[Dataset entries]
==================================================
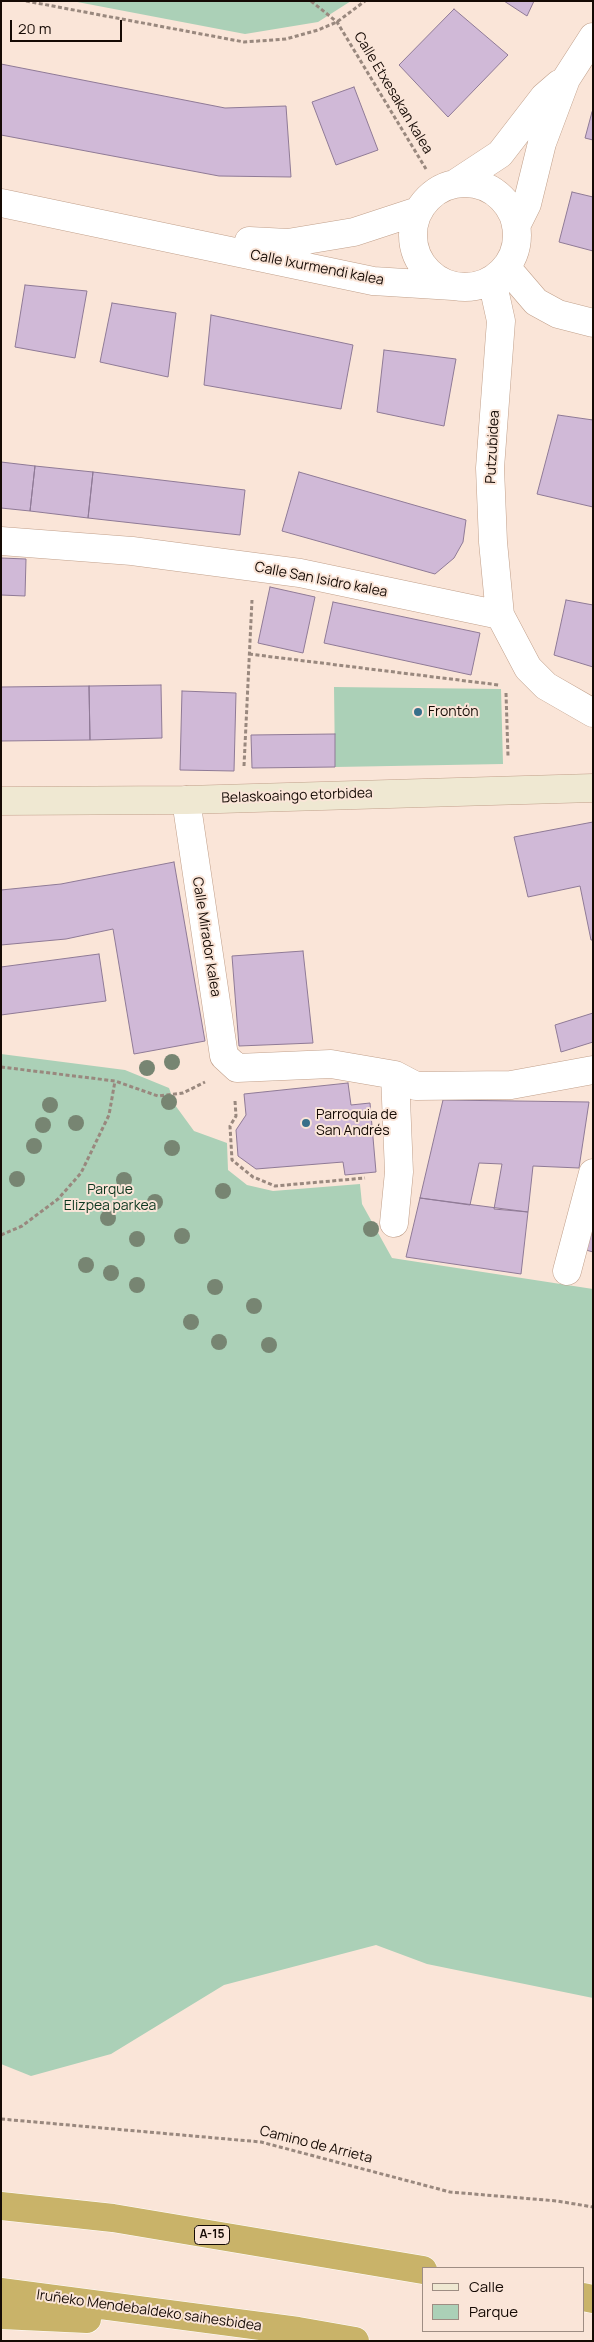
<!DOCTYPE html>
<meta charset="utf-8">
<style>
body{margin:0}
#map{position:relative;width:594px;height:2342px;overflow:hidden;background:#fae5d8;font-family:Manrope,sans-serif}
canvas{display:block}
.frame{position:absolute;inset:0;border:2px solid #150a04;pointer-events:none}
.legend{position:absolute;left:422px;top:2267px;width:162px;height:65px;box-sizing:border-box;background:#fae5d8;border:1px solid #9e8d83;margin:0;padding:6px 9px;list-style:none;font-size:15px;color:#150a04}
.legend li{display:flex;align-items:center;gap:10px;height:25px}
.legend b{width:25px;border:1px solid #9e8d83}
.scale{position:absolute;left:10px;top:20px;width:112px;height:22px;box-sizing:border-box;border:2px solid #150a04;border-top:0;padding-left:6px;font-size:15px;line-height:18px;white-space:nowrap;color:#150a04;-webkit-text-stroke:4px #fae5d8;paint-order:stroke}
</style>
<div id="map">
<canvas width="594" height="2342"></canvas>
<div class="frame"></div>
<ul class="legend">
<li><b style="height:6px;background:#efe8d2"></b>Calle</li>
<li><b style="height:14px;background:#abd0b7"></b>Parque</li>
</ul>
<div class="scale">20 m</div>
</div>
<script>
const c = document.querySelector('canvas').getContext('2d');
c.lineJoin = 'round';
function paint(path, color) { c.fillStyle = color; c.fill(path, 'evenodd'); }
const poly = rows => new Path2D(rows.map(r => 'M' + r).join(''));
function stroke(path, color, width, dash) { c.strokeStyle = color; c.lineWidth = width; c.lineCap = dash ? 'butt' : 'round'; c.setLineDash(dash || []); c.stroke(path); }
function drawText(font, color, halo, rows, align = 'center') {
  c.font = font + ' Manrope,sans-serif'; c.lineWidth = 4; c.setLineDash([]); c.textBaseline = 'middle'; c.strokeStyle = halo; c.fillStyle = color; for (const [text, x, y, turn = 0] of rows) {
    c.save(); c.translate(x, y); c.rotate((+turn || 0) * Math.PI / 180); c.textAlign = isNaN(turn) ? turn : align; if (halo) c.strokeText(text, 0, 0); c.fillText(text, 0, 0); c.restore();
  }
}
paint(poly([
 [72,1,351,1,318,22,245,34],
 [334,687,501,689,503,764,335,767],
 [1,1054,125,1070,169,1088,175,1105,194,1131,227,1143,228,1170,247,1185,273,1191,360,1184,362,1204,392,1258,593,1289,593,1998,427,1964,376,1945,224,1985,111,2054,31,2076,1,2064]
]), '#abd0b7');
const building = poly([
 [504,1,534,1,527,16,504,1],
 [454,9,508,55,448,117,399,65,454,9],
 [1,64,225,108,286,106,291,177,219,176,1,135,1,64],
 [354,87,378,150,336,165,312,102,354,87],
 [592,112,593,112,593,140,585,138,592,112],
 [572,192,593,197,593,251,559,242,572,192],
 [25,285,87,291,75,358,15,347,25,285],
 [112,303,176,313,168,377,100,362,112,303],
 [211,315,353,345,341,409,204,385,211,315],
 [384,350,456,359,444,426,377,412,384,350],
 [558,415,593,420,593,507,537,494,558,415],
 [1,462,35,466,30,511,1,508,1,462],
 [35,466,93,472,88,518,30,511,35,466],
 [93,472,245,490,240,535,88,518,93,472],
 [299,472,466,520,463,542,454,558,435,574,282,531,299,472],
 [1,558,26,559,25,596,1,595,1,558],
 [270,587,315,597,303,653,258,643,270,587],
 [566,600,593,605,593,667,554,655,566,600],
 [333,602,480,633,471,675,324,643,333,602],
 [161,685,162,738,90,740,89,686,161,685],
 [89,686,90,740,1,741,1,687,89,686],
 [182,691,236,693,234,771,180,770,182,691],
 [335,734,335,767,252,768,251,735,335,734],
 [593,822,593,940,591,940,580,886,528,897,514,837,593,822],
 [174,862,205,1041,134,1054,113,929,66,939,1,945,1,890,61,884,174,862],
 [303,951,313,1043,239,1046,232,956,303,951],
 [99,954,106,1001,1,1015,1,967,99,954],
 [593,1013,593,1042,561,1052,555,1025,593,1013],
 [348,1083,351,1105,370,1103,376,1172,345,1175,343,1162,256,1169,238,1156,236,1130,246,1115,244,1094,348,1083],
 [443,1100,589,1102,579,1168,533,1166,528,1212,494,1209,502,1164,479,1163,470,1205,420,1198,443,1100],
 [420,1198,528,1212,521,1274,406,1257,420,1198],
 [593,1221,593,1252,586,1250,593,1221]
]);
paint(building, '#d0b9d7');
stroke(building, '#8f7a96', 1);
const street = poly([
 [456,183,500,154,544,97,559,84],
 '413 235a52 52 0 1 1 104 0a52 52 0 1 1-104 0Z',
 [1,203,373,281,453,286],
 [516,226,527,204,542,143,566,79,593,37],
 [249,241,288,243,354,232,418,211],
 [506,267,536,302,558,314,593,323],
 [492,280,501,321,490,468,493,542,500,615,528,668,546,686,593,713],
 [1,541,132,551,300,573,500,615],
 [186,800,224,1056,237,1068,331,1064,395,1075,416,1086,511,1085,593,1070],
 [394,1223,399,1172,395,1075],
 [567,1271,593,1173]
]);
const secondary = poly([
 [1,801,186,800,593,788]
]);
const highway = poly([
 [1,2206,113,2218,423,2270],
 [1,2292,298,2331,355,2341],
 [583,2297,593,2299],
 [1,2315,87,2319]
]);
stroke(street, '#c1a08b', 29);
stroke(secondary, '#c1a08b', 29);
stroke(highway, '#fff', 29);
stroke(poly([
 [26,1,244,42,286,39,318,30,337,22,365,1],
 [311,1,337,22,426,169],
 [249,654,499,685],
 [506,693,508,756],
 [244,766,252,600],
 [1,1067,115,1081,158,1096,183,1093,205,1082],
 [235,1101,236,1116,230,1126,232,1160,253,1177,275,1186,365,1178],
 [1,1235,22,1226,58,1199,81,1173,109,1115,115,1081],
 [1,2119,261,2142,450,2192,557,2201,593,2207]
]), '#99887e', 3, [4, 2.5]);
stroke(street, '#fff', 28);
stroke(secondary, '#efe8d2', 28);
stroke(highway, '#c9b369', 28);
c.fillStyle = '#778572';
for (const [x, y] of [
 [172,1062],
 [147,1068],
 [169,1102],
 [50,1105],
 [76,1123],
 [43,1125],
 [34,1146],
 [172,1148],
 [17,1179],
 [124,1180],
 [223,1191],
 [155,1202],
 [108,1218],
 [371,1229],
 [182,1236],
 [137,1239],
 [86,1265],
 [111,1273],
 [137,1285],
 [215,1287],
 [254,1306],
 [191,1322],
 [219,1342],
 [269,1345]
]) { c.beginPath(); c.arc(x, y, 8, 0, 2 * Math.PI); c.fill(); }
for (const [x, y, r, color] of [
 [418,712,5,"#38708a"],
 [306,1123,5,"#38708a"]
]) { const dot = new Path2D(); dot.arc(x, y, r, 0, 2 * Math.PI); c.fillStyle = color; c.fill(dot); stroke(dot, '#fae5d8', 2); }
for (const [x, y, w] of [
 [212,2235,35]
]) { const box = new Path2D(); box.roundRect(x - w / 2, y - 9.5, w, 19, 4); c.fillStyle = '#fae5d8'; c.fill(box); stroke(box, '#150a04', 1); }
drawText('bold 12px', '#150a04', null, [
 ["A-15",212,2235]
]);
drawText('14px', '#150a04', '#fae5d8', [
 ["Calle Etxesakan kalea",393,93,59],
 ["Calle Ixurmendi kalea",317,268,11],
 ["Putzubidea",493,447,-87],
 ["Calle San Isidro kalea",321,580,11],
 ["Belaskoaingo etorbidea",297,796,-2],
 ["Calle Mirador kalea",206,937,81],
 ["Camino de Arrieta",316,2145,14],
 ["Iruñeko Mendebaldeko saihesbidea",149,2311,8]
]);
drawText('14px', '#150a04', '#fae5d8', [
 ["Frontón",428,712],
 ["Parroquia de",316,1115],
 ["San Andrés",316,1131]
], 'left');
drawText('14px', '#0c371f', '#fae5d8', [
 ["Parque",110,1190],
 ["Elizpea parkea",110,1206]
]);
</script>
==================================================
Please show the lines in the entries above that hold the string "canvas".

canvas{display:block}
<canvas width="594" height="2342"></canvas>
const c = document.querySelector('canvas').getContext('2d');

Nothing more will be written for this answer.